Тут же без промедления были высланы группы для детальной и обстоятельной разведки Смолевичского и Логойского районов и всех ближайших немецких гарнизонов.
…С этого дня мы начали свою «стационарную» лесную жизнь. Партизаны научились быстро устраивать ночлег в любом месте, хорошо маскироваться, неплохо изучили местность, установили связи со многими местными жителями, найдя среди них сотни самоотверженных помощников. За это время было устроено несколько успешных засад на автостраде.

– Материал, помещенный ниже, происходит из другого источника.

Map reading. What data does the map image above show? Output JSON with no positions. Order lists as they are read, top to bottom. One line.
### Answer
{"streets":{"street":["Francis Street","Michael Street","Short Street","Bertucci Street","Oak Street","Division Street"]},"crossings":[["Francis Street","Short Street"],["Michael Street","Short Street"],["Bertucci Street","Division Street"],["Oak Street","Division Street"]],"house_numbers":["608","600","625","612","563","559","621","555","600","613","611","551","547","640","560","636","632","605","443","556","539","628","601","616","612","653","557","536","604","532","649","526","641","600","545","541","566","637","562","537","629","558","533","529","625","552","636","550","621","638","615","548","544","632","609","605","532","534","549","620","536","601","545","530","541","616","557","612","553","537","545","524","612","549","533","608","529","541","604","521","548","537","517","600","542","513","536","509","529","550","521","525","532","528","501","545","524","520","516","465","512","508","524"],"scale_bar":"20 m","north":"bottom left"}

Чуть не каждый день выходили группы партизан к железной дороге Минск — Москва для совершения ночных диверсий, хотя железная дорога тщательно охранялась. Иногда, проделав долгий и трудный путь, партизанам удавалось подобраться к магистрали, незаметно заложить мину натяжного действия, размотать шнур и выжидать появления «добычи» — груженого состава. Но в это время немецкие охранники с овчарками обнаруживали мину и засаду. Партизанам приходилось, не теряя времени, отходить под огнем преследующих охранников. Жалко было зря израсходованной взрывчатки. Но неудачи не обескураживали подрывников. По пути в лагерь они валили десятки телеграфных столбов вдоль автомагистрали, расстреливали и сжигали одиночные машины противника, уничтожали мотоциклистов. Как правило, они не возвращались с пустыми руками, а приносили автоматы, винтовки, патроны, гранаты, консервы, соль, то есть то, что позарез было нужно отряду.

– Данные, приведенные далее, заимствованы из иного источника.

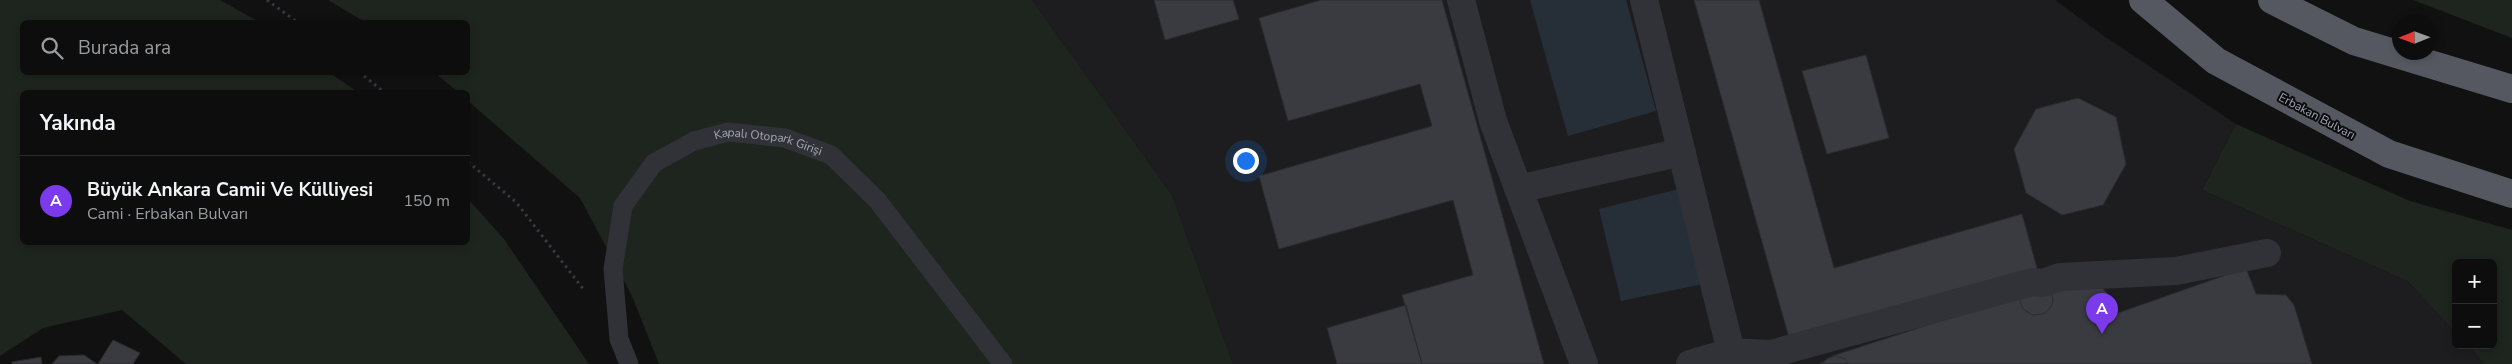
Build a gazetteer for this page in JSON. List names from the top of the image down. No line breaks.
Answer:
{"streets":{"highway":["Erbakan Bulvarı"],"lane":["Kapalı Otopark Girişi"]},"north":"left","page":{"search":"Burada ara","heading":"Yakında","list":[{"mark":"A","name":"Büyük Ankara Camii Ve Külliyesi","note":"Cami · Erbakan Bulvarı","value":"150 m"}],"map_buttons":["+","−"],"pins":"A"}}
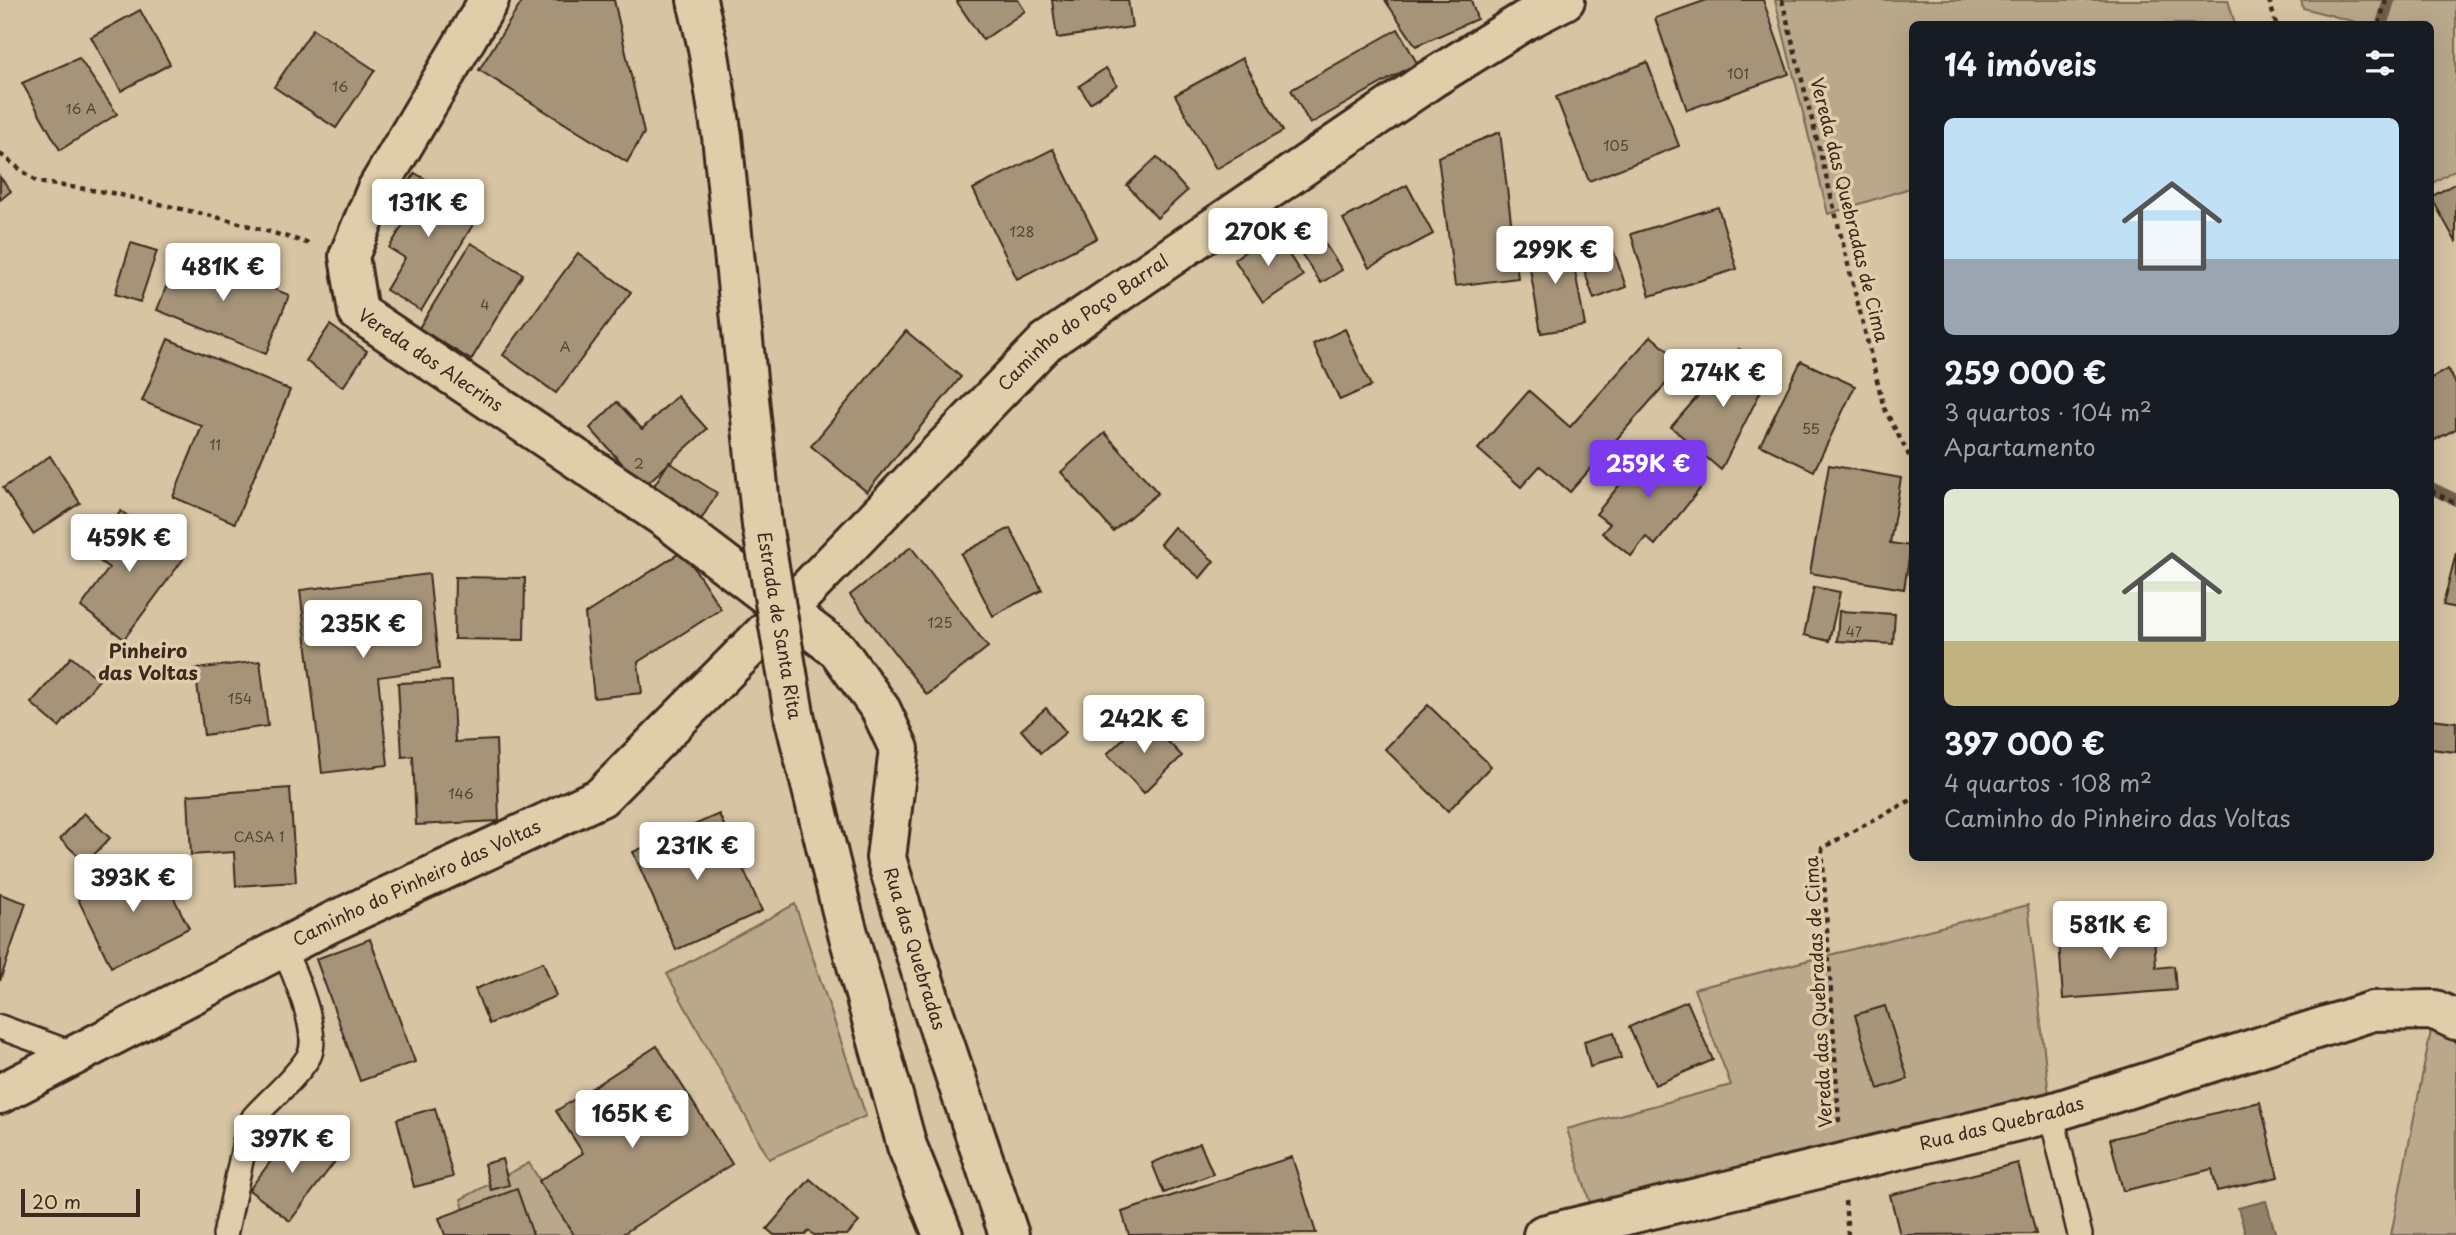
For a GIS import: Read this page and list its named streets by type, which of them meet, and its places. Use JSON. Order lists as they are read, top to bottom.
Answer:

Первый счет подорванным воинским эшелонам открыла группа Жени Чуянова в составе Володи Рогожина, Ивана Вышникова, Пети Шиенка и Ильи Силковича. Проводниками этой группы были бесстрашные подпольщики из деревни Росошно Иван Кирильчик, отец четверых детей, и Антон Яцкевич.

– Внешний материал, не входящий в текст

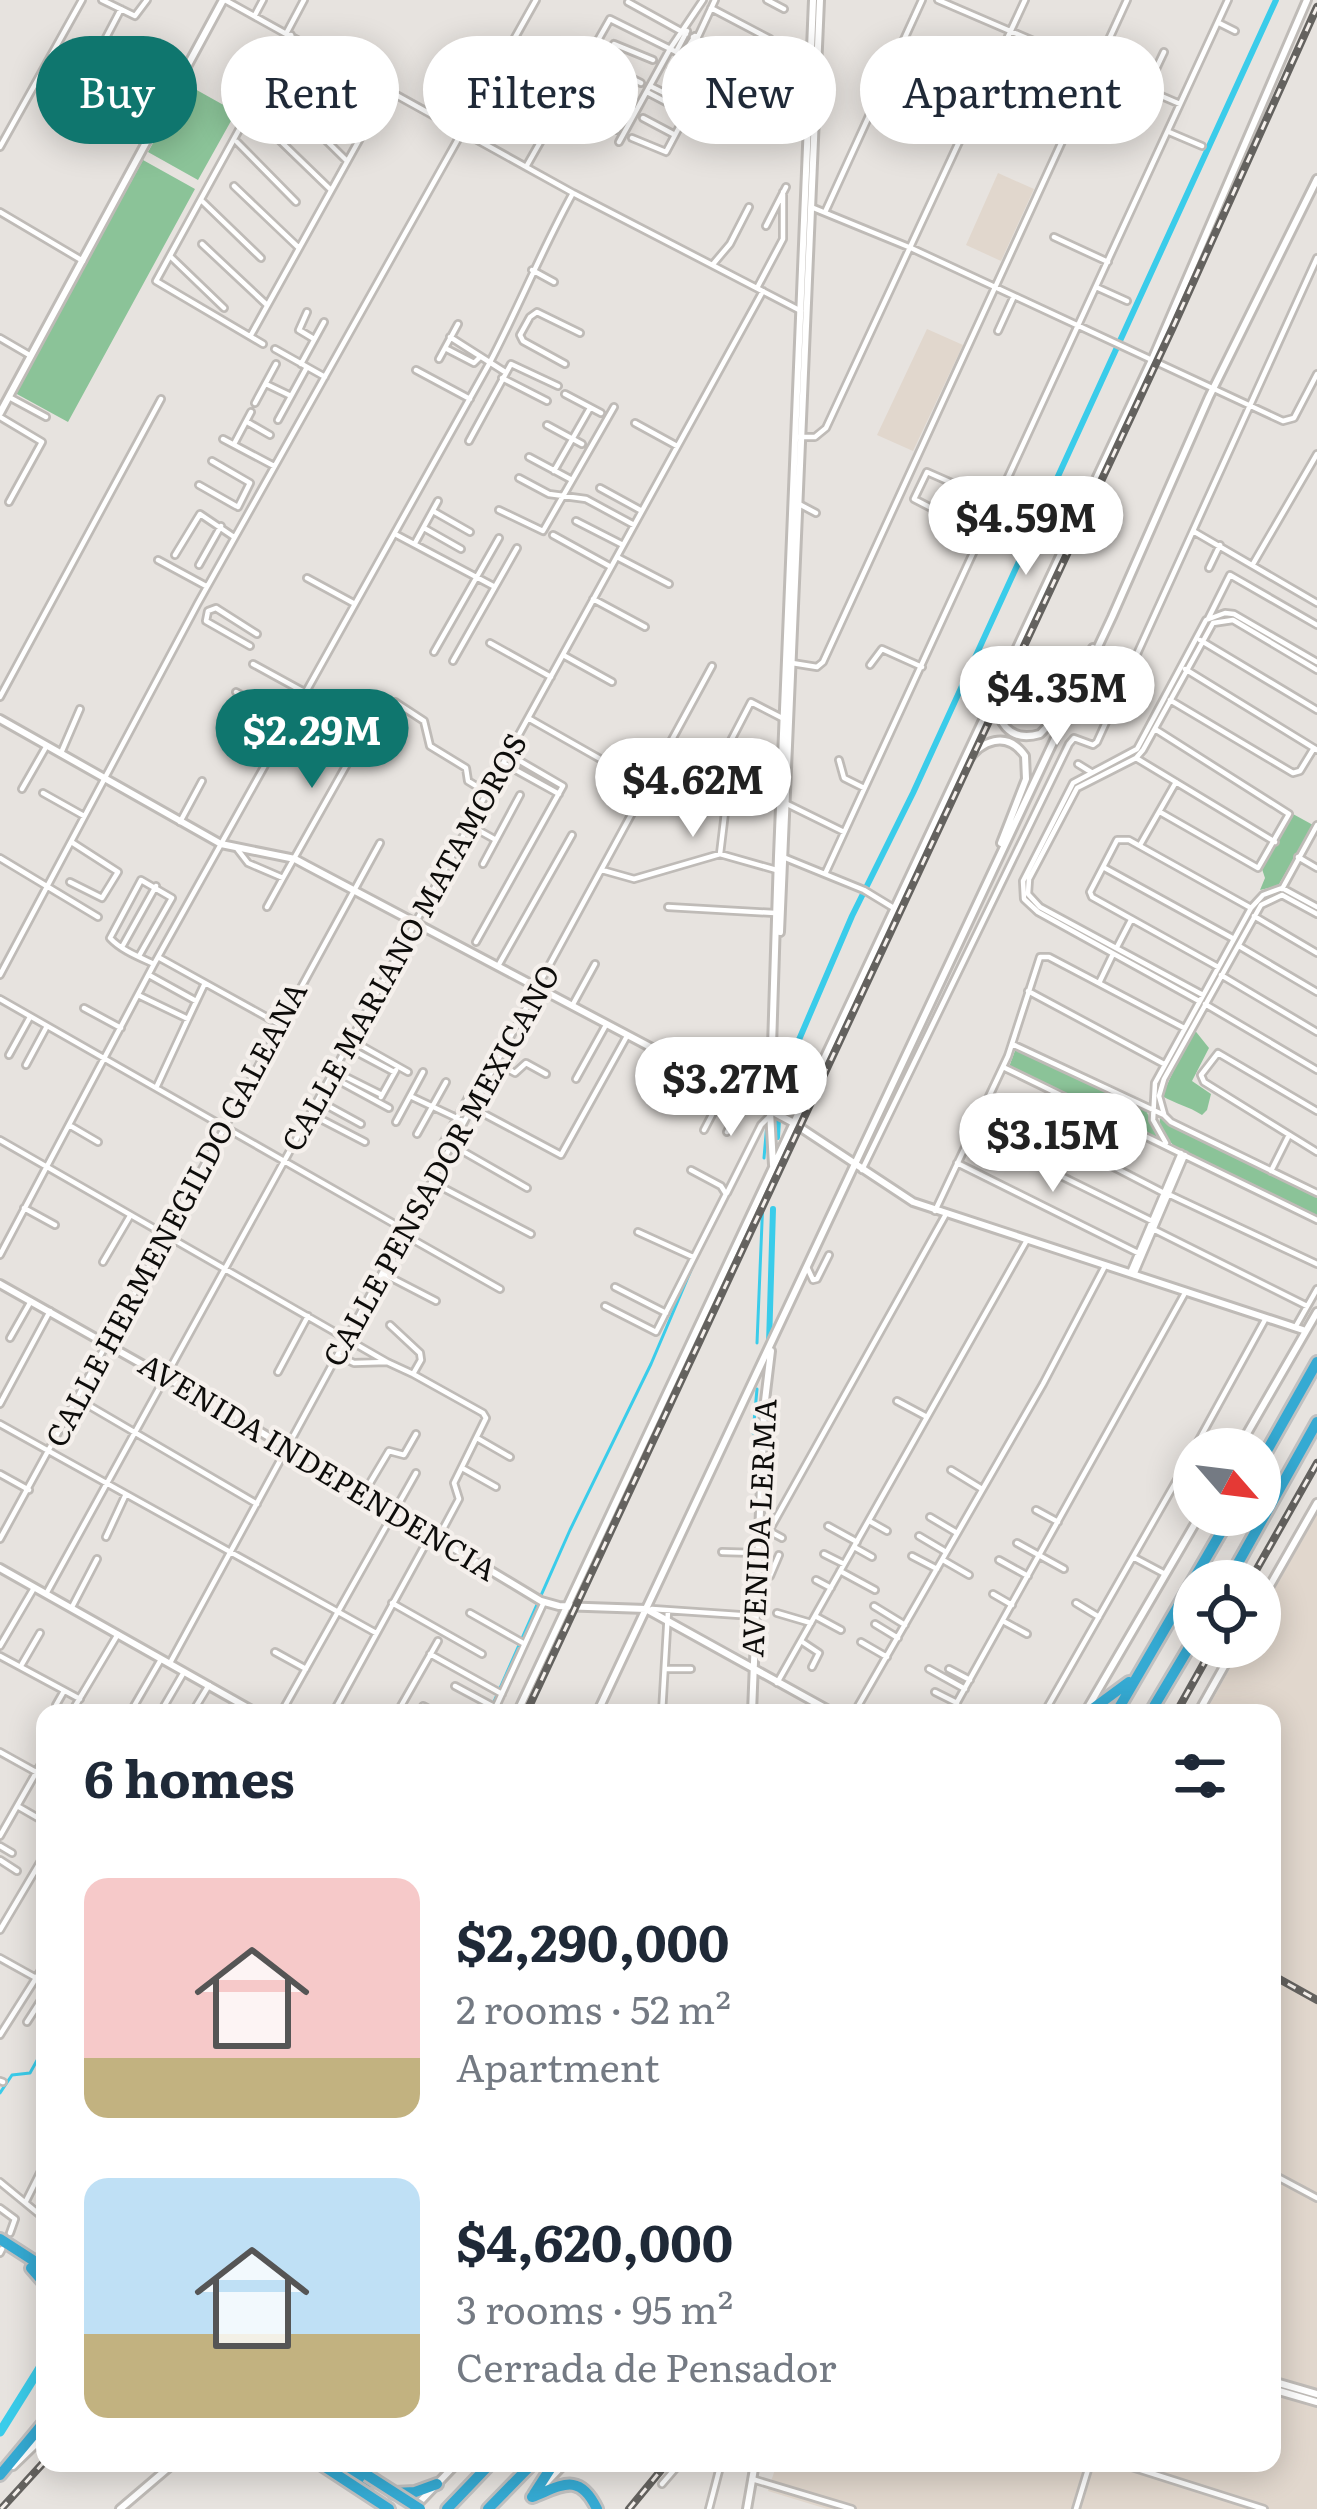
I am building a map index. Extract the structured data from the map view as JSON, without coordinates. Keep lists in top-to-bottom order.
{
  "streets": {
    "main road": ["AVENIDA INDEPENDENCIA", "AVENIDA LERMA"],
    "street": ["CALLE MARIANO MATAMOROS", "CALLE PENSADOR MEXICANO", "CALLE HERMENEGILDO GALEANA"]
  },
  "crossings": [
    ["CALLE MARIANO MATAMOROS", "AVENIDA INDEPENDENCIA"],
    ["CALLE PENSADOR MEXICANO", "AVENIDA INDEPENDENCIA"],
    ["CALLE HERMENEGILDO GALEANA", "AVENIDA INDEPENDENCIA"],
    ["AVENIDA INDEPENDENCIA", "AVENIDA LERMA"]
  ],
  "north": "bottom right",
  "page": {
    "chip": [
      "Buy",
      "Rent",
      "Filters",
      "New",
      "Apartment"
    ],
    "price": [
      "$4.59M",
      "$4.35M",
      "$2.29M",
      "$4.62M",
      "$3.27M",
      "$3.15M"
    ],
    "heading": "6 homes",
    "list": [
      {
        "name": "$2,290,000",
        "note": "2 rooms · 52 m² · Apartment"
      },
      {
        "name": "$4,620,000",
        "note": "3 rooms · 95 m² · Cerrada de Pensador"
      }
    ]
  }
}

Ратный труд диверсантов тяжелый и опасный, не каждому по плечу. Группа Чуянова была весьма назойлива и инициативна. Наши диверсанты немало причиняли хлопот фрицам. Вот что рассказывает о делах группы активный ее участник Владимир Рогожкин:
«…Начали мы с того, что уничтожили в совхозе Будагово десятки тонн приготовленного оккупантами к вывозке в Германию хлеба. Часть хлеба отправили в отряд, сколько успели — раздали крестьянам совхоза и соседних деревень, а остальное сожгли вместе с амбарами. Крепко помог нам дед Остапкевич, замечательный человек, патриот».
В разгар летней страды участники группы первые в отряде произвели диверсию на железной дороге Минск — Москва восточнее станции Жодино, в районе нефтебазы. К железной дороге провел подрывников житель деревни Остров Антон Яцкевич.
…«Старший группы Чуянов, с ним Вышников и Силкович залегли в охранении, а я и Петя Шиенок, — вспоминает Владимир Рогожкин, — с восьмикилограммовой миной осторожно поползли к монотонно гудевшему телефонными проводами полотну. Почти у самой цели до нас донеслись слова на немецком языке парного патруля, двигавшегося в нашу сторону. Мы, казалось, вдавили себя в землю, затаились. Охранники прошли мимо. Выждав в постоянной тревоге минут двадцать, услышали шум поезда, шедшего на восток.
Забыв об опасности, мы бросились на железнодорожное полотно и, до крови разрезая щебенкой руки, заложили мину. Поезд был почти рядом, уходить к товарищам было некогда. Поднялись во весь рост, отбежали в темень примерно 50 метров и дернули за шнур. Валившийся в кювет с грохотом паровоз и шесть вагонов видеть не пришлось: взрывная волна со страшной силой бросила нас на землю. Пришли в сознание на руках товарищей, вынесших нас под ураганным огнем противника в безопасное место».